*** Opening of Dataset extract ***
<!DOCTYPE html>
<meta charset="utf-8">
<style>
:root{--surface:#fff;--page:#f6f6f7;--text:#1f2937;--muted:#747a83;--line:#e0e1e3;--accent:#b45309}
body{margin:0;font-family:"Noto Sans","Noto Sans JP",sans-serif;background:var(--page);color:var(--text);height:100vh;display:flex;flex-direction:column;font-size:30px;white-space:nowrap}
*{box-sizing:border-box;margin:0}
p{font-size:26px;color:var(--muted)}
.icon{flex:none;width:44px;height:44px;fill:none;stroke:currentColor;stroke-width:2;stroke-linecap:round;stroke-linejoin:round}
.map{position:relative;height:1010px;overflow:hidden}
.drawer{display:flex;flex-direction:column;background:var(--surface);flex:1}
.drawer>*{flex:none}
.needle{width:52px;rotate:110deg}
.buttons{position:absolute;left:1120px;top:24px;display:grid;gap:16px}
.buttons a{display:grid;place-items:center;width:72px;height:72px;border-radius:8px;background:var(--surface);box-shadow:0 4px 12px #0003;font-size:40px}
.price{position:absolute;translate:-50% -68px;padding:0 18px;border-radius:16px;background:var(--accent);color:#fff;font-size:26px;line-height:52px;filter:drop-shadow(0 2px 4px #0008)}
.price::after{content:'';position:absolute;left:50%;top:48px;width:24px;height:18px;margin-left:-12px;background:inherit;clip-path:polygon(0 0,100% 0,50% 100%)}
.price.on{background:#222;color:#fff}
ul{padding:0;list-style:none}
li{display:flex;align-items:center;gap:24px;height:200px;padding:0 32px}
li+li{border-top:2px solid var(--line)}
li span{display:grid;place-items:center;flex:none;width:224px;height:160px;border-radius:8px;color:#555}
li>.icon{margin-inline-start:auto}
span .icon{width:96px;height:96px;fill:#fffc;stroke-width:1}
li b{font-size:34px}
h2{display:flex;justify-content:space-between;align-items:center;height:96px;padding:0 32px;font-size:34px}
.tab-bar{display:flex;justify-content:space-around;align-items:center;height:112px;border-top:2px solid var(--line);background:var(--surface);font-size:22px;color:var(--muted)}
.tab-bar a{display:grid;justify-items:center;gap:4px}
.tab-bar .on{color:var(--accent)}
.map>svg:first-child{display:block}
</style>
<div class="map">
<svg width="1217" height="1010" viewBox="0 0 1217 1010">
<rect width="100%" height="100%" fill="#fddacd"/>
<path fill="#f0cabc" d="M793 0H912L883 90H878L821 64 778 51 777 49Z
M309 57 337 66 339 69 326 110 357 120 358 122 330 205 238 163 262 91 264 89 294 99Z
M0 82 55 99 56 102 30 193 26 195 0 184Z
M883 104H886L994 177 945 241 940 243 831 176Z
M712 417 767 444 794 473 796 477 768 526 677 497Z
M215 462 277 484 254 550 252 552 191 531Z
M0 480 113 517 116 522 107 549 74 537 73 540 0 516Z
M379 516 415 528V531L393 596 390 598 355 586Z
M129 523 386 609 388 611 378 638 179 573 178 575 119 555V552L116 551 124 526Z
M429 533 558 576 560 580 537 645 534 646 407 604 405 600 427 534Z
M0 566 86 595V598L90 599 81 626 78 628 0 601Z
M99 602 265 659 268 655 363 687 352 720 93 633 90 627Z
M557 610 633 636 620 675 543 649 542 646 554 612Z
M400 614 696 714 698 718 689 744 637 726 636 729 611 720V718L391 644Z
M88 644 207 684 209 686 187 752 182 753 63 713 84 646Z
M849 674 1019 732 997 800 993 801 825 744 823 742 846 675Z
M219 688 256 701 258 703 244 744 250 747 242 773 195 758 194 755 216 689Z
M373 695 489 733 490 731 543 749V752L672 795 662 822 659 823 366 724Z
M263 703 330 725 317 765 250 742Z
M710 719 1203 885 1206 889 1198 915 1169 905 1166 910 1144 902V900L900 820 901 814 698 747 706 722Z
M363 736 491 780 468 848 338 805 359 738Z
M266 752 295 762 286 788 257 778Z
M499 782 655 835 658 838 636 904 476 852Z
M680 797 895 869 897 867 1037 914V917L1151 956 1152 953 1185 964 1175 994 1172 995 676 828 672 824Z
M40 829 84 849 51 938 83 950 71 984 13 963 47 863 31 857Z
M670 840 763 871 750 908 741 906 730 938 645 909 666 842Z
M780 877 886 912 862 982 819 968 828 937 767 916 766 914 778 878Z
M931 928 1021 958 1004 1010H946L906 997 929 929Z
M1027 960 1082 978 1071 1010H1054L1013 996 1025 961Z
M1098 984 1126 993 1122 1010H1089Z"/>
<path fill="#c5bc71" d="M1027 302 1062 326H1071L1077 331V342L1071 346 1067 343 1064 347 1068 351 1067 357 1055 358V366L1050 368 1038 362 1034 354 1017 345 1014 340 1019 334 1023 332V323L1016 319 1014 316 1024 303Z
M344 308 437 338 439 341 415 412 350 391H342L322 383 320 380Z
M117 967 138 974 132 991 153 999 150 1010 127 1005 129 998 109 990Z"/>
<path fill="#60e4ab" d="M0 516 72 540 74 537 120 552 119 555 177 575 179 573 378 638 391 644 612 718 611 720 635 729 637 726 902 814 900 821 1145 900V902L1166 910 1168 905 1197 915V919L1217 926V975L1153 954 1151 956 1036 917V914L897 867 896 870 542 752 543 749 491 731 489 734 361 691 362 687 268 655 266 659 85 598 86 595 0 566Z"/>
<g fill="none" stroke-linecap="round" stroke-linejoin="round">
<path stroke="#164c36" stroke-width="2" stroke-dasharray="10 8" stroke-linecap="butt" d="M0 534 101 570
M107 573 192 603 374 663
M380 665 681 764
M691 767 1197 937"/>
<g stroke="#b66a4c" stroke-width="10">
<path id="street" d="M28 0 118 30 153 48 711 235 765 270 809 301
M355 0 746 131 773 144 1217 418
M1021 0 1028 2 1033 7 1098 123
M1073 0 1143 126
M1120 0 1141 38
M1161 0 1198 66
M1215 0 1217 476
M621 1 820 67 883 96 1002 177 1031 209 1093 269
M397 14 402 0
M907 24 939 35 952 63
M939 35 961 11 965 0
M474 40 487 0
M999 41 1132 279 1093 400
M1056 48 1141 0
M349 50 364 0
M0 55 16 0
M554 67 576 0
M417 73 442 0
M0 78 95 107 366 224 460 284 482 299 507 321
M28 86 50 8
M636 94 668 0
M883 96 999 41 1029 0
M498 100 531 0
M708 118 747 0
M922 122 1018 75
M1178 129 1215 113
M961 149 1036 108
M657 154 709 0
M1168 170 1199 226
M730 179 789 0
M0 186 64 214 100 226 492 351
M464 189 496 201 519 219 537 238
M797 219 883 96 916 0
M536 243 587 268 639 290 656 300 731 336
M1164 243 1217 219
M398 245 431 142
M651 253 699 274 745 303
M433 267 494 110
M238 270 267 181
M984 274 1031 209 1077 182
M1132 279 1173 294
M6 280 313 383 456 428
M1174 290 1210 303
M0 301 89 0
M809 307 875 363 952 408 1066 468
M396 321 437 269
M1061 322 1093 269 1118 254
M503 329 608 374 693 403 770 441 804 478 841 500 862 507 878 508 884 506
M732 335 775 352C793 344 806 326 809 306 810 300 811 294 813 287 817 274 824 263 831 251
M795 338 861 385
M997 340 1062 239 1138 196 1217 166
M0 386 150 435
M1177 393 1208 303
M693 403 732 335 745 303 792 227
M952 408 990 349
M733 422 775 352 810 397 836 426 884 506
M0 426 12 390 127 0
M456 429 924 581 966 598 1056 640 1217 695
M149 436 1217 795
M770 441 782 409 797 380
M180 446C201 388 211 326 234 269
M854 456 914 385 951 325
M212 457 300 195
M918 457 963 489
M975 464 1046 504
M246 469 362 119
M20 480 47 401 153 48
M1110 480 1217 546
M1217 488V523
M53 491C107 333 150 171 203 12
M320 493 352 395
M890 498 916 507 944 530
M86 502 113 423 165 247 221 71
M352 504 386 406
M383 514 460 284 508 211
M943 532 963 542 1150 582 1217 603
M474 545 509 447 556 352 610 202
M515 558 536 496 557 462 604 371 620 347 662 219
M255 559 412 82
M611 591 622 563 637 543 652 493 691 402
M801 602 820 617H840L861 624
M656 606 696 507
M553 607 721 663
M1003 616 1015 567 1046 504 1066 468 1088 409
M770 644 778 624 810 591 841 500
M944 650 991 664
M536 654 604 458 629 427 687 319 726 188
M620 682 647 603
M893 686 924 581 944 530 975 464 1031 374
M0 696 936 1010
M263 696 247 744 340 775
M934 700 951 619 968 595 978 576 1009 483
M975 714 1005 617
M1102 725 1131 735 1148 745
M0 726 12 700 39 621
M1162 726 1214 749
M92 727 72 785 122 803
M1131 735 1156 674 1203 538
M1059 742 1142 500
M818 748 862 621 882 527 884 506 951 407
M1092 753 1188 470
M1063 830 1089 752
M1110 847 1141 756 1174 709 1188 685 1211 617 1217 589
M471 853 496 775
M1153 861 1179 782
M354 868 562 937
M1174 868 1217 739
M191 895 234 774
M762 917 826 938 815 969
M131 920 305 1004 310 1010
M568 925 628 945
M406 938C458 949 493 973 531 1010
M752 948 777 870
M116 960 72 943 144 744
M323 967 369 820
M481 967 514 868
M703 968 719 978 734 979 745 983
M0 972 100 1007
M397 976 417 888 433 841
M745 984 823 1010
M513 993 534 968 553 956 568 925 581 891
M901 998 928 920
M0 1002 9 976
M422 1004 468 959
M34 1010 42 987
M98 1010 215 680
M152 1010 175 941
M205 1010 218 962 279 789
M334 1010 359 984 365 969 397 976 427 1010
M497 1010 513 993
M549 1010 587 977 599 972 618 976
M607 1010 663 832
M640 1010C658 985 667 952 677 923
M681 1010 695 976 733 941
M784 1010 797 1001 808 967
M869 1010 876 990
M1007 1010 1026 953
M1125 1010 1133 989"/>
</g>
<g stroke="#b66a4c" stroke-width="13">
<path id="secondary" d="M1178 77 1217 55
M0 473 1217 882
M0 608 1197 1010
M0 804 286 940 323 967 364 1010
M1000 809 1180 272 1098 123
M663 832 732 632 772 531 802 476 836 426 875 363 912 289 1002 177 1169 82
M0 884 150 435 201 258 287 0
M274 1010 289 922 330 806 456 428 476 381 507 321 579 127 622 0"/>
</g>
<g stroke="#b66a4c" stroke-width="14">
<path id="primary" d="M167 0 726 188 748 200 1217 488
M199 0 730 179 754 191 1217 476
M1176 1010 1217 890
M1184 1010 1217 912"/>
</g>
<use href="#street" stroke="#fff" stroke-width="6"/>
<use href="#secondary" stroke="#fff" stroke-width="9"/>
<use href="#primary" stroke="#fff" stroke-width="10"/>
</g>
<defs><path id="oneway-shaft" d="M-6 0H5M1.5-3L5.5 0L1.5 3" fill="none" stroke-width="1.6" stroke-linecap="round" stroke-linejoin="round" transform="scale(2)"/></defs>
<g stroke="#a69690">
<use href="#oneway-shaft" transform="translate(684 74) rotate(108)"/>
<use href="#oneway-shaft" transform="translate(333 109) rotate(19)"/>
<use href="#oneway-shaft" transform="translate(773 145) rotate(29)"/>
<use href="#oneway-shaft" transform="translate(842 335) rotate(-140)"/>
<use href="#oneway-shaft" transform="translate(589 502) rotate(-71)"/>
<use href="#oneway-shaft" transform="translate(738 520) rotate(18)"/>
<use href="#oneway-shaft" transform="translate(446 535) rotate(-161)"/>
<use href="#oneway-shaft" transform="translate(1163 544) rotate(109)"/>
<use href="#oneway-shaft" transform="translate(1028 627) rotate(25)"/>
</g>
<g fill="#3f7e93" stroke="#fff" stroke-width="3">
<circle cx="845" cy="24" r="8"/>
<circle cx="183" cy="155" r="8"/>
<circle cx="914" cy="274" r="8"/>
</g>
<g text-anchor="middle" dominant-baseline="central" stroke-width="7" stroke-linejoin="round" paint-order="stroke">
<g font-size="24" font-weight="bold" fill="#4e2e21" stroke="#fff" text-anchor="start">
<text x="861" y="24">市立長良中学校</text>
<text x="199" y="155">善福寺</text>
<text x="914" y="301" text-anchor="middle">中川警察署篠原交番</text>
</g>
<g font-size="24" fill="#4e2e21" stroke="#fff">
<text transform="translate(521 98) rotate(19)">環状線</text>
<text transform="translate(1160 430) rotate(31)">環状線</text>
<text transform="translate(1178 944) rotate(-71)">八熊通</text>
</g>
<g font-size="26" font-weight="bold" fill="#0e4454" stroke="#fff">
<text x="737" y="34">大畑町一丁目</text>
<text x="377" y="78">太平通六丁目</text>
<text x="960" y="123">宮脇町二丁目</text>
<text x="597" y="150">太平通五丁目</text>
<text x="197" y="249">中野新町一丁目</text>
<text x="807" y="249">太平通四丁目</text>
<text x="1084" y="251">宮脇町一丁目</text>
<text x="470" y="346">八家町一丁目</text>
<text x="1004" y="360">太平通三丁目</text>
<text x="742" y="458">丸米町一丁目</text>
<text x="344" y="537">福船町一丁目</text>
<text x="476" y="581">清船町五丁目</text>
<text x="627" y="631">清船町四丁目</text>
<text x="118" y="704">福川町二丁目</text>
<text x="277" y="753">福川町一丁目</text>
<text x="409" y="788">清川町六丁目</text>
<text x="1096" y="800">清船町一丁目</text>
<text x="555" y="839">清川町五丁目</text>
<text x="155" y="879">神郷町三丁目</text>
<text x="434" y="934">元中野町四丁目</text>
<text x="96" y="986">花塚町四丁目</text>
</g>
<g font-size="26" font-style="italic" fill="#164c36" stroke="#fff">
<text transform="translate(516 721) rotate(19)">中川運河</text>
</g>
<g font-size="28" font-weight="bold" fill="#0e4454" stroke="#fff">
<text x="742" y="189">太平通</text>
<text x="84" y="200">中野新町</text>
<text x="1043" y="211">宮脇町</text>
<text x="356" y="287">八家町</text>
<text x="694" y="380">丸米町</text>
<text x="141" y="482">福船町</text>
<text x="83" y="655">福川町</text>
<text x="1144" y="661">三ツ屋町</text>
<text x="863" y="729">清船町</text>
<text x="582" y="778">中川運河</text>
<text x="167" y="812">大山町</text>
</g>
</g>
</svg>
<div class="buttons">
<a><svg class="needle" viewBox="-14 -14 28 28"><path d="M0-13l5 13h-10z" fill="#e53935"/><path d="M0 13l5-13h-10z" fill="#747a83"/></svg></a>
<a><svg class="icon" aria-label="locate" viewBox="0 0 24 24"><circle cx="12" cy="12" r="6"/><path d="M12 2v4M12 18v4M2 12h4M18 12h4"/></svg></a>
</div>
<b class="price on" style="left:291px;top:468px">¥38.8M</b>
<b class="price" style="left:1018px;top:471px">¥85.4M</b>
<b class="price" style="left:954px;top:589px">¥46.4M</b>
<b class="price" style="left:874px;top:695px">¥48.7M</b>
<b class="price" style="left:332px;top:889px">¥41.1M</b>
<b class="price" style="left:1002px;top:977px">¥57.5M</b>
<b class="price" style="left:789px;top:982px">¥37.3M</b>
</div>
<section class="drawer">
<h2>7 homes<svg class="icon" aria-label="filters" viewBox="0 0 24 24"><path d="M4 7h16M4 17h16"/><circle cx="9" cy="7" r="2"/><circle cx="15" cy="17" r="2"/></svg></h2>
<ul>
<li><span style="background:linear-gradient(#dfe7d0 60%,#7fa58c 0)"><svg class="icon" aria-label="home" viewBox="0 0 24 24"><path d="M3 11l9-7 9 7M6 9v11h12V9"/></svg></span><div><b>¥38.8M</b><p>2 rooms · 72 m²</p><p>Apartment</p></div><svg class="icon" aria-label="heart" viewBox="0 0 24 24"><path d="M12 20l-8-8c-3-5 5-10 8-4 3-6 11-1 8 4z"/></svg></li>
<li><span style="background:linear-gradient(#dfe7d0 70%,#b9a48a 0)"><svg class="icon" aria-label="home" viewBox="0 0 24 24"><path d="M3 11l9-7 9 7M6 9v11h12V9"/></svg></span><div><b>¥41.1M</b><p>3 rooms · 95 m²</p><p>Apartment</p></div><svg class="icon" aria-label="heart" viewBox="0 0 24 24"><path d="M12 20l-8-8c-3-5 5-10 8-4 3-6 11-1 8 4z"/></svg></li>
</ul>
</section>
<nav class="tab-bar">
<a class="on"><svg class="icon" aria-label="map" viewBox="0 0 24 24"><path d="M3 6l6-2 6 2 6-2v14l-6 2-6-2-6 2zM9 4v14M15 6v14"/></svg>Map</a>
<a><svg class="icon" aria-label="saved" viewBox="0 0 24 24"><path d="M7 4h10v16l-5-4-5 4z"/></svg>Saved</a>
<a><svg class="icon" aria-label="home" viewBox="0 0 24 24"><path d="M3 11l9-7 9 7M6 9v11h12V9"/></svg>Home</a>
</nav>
*** Close of Dataset extract ***
Task description →
From the records above, retype only the lines starting at the line that contains "M0 566 86 595V598L90 599 81 626 78 628 0 601Z" and ending at the line that contains "M1215 0 1217 476", both included.

Reply to the task →
M0 566 86 595V598L90 599 81 626 78 628 0 601Z
M99 602 265 659 268 655 363 687 352 720 93 633 90 627Z
M557 610 633 636 620 675 543 649 542 646 554 612Z
M400 614 696 714 698 718 689 744 637 726 636 729 611 720V718L391 644Z
M88 644 207 684 209 686 187 752 182 753 63 713 84 646Z
M849 674 1019 732 997 800 993 801 825 744 823 742 846 675Z
M219 688 256 701 258 703 244 744 250 747 242 773 195 758 194 755 216 689Z
M373 695 489 733 490 731 543 749V752L672 795 662 822 659 823 366 724Z
M263 703 330 725 317 765 250 742Z
M710 719 1203 885 1206 889 1198 915 1169 905 1166 910 1144 902V900L900 820 901 814 698 747 706 722Z
M363 736 491 780 468 848 338 805 359 738Z
M266 752 295 762 286 788 257 778Z
M499 782 655 835 658 838 636 904 476 852Z
M680 797 895 869 897 867 1037 914V917L1151 956 1152 953 1185 964 1175 994 1172 995 676 828 672 824Z
M40 829 84 849 51 938 83 950 71 984 13 963 47 863 31 857Z
M670 840 763 871 750 908 741 906 730 938 645 909 666 842Z
M780 877 886 912 862 982 819 968 828 937 767 916 766 914 778 878Z
M931 928 1021 958 1004 1010H946L906 997 929 929Z
M1027 960 1082 978 1071 1010H1054L1013 996 1025 961Z
M1098 984 1126 993 1122 1010H1089Z"/>
<path fill="#c5bc71" d="M1027 302 1062 326H1071L1077 331V342L1071 346 1067 343 1064 347 1068 351 1067 357 1055 358V366L1050 368 1038 362 1034 354 1017 345 1014 340 1019 334 1023 332V323L1016 319 1014 316 1024 303Z
M344 308 437 338 439 341 415 412 350 391H342L322 383 320 380Z
M117 967 138 974 132 991 153 999 150 1010 127 1005 129 998 109 990Z"/>
<path fill="#60e4ab" d="M0 516 72 540 74 537 120 552 119 555 177 575 179 573 378 638 391 644 612 718 611 720 635 729 637 726 902 814 900 821 1145 900V902L1166 910 1168 905 1197 915V919L1217 926V975L1153 954 1151 956 1036 917V914L897 867 896 870 542 752 543 749 491 731 489 734 361 691 362 687 268 655 266 659 85 598 86 595 0 566Z"/>
<g fill="none" stroke-linecap="round" stroke-linejoin="round">
<path stroke="#164c36" stroke-width="2" stroke-dasharray="10 8" stroke-linecap="butt" d="M0 534 101 570
M107 573 192 603 374 663
M380 665 681 764
M691 767 1197 937"/>
<g stroke="#b66a4c" stroke-width="10">
<path id="street" d="M28 0 118 30 153 48 711 235 765 270 809 301
M355 0 746 131 773 144 1217 418
M1021 0 1028 2 1033 7 1098 123
M1073 0 1143 126
M1120 0 1141 38
M1161 0 1198 66
M1215 0 1217 476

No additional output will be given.